A melhoria das condições prisionais, portanto, é fundamental para o combate às facções criminosas. Investimentos em infraestrutura, a criação de políticas de ressocialização e o fortalecimento das políticas de reintegração social são medidas essenciais para quebrar o ciclo de violência e criminalidade que tem início dentro das prisões.
O sistema prisional brasileiro desempenha um papel central na formação e no fortalecimento das organizações criminosas. A superlotação, a falta de controle estatal e as condições precárias de vida nas prisões criam um ambiente propício para a expansão das facções, que operam tanto dentro quanto fora dos presídios. A Lei 12.850/13 trouxe importantes ferramentas para combater o crime organizado dentro do sistema prisional, como o RDD e a colaboração premiada, mas sua aplicação enfrenta desafios práticos significativos.
Para enfrentar esses desafios, é necessário que o Estado brasileiro adote uma abordagem mais ampla e integrada, que inclua não apenas a repressão ao crime organizado, mas também a melhoria das condições prisionais e a criação de políticas eficazes de ressocialização e reintegração social. A experiência mostra que a repressão, por si só, não é suficiente para desarticular as facções criminosas, sendo necessário investir em políticas que ofereçam alternativas reais aos presos e ex-detentos.
6. Conclusão
Primeiramente, ao longo deste trabalho, exploramos de forma detalhada a aplicação e os desafios da Lei 12.850/13, uma legislação que se consolidou como uma ferramenta essencial no combate ao crime organizado no Brasil.
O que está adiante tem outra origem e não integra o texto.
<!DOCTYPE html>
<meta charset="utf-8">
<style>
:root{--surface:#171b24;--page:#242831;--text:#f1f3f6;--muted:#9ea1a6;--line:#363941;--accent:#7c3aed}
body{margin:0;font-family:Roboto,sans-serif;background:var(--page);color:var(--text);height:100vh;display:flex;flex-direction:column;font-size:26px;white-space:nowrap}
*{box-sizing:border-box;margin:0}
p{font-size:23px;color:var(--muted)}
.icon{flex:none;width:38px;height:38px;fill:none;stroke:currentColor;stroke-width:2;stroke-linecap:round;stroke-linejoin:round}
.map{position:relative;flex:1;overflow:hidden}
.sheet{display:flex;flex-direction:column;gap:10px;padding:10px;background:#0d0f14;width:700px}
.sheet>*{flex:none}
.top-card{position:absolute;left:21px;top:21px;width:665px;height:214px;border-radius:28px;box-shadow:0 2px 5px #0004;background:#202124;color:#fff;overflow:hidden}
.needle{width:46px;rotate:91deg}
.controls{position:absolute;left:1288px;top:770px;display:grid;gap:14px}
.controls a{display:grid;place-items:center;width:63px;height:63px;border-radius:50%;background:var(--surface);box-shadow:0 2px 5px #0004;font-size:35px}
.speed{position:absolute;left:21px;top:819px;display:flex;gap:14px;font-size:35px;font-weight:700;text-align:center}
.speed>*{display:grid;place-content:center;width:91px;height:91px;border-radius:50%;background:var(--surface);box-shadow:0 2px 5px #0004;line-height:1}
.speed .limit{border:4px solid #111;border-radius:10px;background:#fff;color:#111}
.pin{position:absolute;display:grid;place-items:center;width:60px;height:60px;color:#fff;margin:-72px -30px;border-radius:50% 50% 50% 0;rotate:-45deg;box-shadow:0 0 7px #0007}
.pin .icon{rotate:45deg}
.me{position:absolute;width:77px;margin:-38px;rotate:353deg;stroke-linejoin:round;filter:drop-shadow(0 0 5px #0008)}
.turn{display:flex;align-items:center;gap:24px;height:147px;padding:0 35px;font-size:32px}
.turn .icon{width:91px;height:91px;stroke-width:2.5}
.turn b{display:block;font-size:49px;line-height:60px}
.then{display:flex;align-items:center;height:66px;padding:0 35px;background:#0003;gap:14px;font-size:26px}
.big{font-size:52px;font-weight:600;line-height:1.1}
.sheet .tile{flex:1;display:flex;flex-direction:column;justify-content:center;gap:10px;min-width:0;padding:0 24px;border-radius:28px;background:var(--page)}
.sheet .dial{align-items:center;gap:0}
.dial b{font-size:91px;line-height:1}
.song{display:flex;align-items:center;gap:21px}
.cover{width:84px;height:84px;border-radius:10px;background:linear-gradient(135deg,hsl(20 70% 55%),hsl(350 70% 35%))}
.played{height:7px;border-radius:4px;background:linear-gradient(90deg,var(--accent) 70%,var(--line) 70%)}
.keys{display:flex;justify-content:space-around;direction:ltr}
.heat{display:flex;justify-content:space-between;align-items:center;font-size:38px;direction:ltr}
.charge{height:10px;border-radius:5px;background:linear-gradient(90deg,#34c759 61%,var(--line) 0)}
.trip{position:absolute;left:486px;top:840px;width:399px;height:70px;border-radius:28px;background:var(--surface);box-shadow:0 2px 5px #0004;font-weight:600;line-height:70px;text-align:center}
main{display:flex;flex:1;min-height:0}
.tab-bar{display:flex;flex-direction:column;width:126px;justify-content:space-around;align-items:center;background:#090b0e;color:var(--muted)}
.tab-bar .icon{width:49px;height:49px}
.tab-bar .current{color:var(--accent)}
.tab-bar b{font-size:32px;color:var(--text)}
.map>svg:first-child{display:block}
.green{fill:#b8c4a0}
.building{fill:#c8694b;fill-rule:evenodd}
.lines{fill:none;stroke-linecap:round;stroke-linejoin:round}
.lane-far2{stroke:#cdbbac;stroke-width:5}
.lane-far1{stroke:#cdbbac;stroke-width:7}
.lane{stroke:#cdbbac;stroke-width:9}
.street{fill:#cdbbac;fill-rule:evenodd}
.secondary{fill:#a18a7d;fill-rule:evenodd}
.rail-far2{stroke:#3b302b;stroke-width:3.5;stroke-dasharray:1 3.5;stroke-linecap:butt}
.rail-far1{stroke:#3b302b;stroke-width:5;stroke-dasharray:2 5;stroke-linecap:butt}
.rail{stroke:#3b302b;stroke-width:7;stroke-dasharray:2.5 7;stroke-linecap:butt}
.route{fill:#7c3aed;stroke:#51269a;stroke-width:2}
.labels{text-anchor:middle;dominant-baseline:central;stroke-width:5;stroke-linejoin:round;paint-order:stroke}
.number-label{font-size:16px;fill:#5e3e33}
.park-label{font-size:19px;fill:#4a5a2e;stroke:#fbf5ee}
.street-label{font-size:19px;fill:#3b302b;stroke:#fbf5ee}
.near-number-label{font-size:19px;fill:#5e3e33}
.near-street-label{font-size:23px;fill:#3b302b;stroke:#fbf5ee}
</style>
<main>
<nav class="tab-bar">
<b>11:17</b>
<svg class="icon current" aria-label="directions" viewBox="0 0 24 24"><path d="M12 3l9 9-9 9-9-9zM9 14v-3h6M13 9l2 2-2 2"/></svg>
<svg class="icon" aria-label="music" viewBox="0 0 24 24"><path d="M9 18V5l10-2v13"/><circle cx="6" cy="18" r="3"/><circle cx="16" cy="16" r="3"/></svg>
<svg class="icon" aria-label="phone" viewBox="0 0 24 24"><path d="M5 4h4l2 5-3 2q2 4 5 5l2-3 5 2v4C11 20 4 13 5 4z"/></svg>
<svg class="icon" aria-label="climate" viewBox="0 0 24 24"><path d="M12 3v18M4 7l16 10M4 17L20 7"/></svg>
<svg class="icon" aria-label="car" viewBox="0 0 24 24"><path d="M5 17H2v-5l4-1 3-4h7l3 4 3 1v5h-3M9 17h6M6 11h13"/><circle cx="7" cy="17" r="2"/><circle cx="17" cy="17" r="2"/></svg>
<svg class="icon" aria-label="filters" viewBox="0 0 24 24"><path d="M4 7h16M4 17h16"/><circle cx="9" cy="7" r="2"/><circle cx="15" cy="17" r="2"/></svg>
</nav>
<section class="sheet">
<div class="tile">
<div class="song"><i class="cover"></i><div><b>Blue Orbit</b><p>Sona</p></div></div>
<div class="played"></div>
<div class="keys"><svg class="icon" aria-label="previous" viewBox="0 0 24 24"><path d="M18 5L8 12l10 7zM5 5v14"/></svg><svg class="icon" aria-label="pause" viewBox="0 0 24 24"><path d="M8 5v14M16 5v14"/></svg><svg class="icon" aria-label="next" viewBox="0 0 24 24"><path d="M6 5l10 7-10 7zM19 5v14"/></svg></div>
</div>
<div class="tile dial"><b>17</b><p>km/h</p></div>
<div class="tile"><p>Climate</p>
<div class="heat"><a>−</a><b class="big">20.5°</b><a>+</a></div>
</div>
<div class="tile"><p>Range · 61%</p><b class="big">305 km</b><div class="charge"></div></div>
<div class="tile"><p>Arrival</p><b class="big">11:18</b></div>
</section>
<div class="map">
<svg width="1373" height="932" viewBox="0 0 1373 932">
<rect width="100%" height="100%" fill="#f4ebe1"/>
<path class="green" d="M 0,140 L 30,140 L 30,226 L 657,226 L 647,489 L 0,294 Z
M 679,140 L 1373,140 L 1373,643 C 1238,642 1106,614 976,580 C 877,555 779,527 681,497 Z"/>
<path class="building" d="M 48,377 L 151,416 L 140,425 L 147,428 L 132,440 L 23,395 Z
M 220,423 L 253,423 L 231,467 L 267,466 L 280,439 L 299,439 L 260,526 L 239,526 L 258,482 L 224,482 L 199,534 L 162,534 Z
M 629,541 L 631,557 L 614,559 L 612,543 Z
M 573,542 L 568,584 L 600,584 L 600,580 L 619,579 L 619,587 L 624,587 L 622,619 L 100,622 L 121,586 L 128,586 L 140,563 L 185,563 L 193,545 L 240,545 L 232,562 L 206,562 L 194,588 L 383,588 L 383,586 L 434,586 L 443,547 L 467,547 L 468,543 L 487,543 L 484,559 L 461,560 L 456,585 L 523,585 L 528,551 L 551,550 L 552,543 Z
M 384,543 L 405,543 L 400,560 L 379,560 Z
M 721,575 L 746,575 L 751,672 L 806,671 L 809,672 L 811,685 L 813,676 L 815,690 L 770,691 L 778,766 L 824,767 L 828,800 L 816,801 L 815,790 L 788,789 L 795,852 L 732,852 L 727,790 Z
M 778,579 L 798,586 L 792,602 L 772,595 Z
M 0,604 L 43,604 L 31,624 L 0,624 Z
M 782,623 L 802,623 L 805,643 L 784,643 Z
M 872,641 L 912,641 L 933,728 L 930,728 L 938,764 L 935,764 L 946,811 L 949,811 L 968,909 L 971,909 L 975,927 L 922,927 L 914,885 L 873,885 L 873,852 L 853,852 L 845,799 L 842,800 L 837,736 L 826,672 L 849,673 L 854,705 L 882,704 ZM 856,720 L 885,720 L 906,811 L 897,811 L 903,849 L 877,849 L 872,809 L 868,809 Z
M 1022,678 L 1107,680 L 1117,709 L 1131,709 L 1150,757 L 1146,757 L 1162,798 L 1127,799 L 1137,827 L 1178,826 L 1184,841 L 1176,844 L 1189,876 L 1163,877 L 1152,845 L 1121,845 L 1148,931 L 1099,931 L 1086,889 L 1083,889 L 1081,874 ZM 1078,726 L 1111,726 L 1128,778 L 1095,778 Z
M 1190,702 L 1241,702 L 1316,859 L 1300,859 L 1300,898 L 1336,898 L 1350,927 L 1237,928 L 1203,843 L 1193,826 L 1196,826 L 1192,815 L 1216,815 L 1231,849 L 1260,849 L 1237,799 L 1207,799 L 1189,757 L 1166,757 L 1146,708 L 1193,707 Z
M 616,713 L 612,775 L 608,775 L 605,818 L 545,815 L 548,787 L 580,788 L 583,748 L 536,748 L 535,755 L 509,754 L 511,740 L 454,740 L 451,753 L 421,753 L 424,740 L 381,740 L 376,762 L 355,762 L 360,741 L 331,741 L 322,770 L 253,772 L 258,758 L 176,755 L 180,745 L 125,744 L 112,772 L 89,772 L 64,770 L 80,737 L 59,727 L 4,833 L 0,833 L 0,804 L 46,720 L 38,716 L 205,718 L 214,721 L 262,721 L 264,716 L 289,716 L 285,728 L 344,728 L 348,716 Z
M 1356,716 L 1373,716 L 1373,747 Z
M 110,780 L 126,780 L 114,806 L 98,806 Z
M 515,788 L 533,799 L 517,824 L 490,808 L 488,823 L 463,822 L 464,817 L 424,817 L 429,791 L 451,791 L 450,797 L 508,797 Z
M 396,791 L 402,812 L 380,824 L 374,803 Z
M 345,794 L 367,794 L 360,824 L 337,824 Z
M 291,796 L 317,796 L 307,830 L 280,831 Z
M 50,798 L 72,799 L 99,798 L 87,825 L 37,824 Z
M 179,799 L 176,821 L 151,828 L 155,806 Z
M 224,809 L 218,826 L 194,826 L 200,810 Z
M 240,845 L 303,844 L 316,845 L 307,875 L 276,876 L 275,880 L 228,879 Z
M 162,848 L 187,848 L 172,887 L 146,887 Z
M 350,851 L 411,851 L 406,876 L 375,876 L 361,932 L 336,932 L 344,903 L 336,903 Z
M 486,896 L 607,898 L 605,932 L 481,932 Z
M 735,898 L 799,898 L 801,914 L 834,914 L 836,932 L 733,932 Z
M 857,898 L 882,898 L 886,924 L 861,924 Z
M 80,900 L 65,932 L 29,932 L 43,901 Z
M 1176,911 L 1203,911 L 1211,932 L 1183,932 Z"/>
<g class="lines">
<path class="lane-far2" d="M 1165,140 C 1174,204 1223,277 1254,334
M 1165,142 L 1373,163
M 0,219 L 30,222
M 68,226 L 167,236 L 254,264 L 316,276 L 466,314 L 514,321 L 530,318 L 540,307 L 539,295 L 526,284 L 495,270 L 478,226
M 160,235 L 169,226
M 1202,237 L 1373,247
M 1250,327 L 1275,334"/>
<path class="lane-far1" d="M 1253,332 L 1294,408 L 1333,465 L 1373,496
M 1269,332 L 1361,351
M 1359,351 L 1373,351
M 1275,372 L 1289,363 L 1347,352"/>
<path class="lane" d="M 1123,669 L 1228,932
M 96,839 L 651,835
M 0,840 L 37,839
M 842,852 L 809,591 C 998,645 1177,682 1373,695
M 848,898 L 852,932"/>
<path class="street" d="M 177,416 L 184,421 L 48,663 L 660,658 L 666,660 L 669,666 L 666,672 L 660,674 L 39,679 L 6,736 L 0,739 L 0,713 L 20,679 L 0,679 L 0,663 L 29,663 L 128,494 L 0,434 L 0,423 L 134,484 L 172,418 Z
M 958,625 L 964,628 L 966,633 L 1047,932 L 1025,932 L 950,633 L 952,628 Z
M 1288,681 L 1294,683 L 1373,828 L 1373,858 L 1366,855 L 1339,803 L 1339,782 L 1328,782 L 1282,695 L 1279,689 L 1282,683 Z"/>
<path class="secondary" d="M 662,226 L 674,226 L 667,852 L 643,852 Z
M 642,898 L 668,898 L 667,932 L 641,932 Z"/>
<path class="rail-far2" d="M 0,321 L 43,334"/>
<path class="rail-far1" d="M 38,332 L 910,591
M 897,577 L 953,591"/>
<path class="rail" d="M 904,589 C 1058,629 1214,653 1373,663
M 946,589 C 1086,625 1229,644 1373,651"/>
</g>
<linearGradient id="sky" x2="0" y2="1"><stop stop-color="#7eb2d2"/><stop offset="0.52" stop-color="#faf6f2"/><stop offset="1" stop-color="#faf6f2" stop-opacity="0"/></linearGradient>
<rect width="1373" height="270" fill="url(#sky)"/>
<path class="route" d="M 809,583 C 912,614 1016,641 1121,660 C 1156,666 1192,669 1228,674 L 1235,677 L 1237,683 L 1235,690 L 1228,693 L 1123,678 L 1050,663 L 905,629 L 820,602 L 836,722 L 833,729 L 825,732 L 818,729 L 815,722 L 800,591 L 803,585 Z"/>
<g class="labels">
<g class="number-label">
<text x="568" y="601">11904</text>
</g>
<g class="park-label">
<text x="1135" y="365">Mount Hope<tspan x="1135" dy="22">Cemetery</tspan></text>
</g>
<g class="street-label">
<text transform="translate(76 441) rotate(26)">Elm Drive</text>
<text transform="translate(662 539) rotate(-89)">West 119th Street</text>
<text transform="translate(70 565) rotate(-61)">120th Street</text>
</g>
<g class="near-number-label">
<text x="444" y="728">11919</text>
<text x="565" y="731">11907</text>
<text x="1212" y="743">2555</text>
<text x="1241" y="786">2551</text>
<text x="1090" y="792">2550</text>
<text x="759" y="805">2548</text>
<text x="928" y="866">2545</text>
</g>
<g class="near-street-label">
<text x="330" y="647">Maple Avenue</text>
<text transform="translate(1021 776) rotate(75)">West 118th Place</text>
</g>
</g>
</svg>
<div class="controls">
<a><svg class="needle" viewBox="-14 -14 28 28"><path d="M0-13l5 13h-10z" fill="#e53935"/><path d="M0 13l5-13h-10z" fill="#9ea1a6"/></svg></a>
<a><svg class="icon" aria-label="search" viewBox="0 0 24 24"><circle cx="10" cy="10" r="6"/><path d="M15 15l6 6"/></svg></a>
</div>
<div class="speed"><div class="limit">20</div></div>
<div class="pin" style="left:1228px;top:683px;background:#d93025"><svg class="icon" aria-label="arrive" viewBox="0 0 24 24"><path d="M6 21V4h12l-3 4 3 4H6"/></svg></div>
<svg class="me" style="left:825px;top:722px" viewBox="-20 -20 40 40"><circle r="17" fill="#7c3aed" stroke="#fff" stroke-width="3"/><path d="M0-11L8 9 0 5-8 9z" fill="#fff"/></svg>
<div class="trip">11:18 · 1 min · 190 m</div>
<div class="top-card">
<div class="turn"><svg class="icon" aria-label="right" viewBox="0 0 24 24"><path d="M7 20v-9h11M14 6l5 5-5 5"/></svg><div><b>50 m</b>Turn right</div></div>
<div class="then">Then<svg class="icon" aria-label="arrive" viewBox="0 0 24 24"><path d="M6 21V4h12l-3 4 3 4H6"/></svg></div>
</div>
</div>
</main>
Para começar, no Capítulo 1, analisamos o conceito de organização criminosa e a estrutura da legislação, destacando a importância de definir claramente o que constitui uma organização criminosa, conforme estabelecido pela lei.
Observou-se que a Lei 12.850/13 avançou ao permitir o uso de instrumentos modernos de investigação, como a colaboração premiada e a interceptação de comunicações, que se mostraram cruciais na desarticulação de facções criminosas altamente organizadas, como o Primeiro Comando da Capital (PCC).
Entretanto, também foi possível verificar que a definição ampla de organização criminosa pode gerar desafios para o princípio da legalidade, pois ela inclui uma vasta gama de condutas criminais e pode ser aplicada de forma indiscriminada.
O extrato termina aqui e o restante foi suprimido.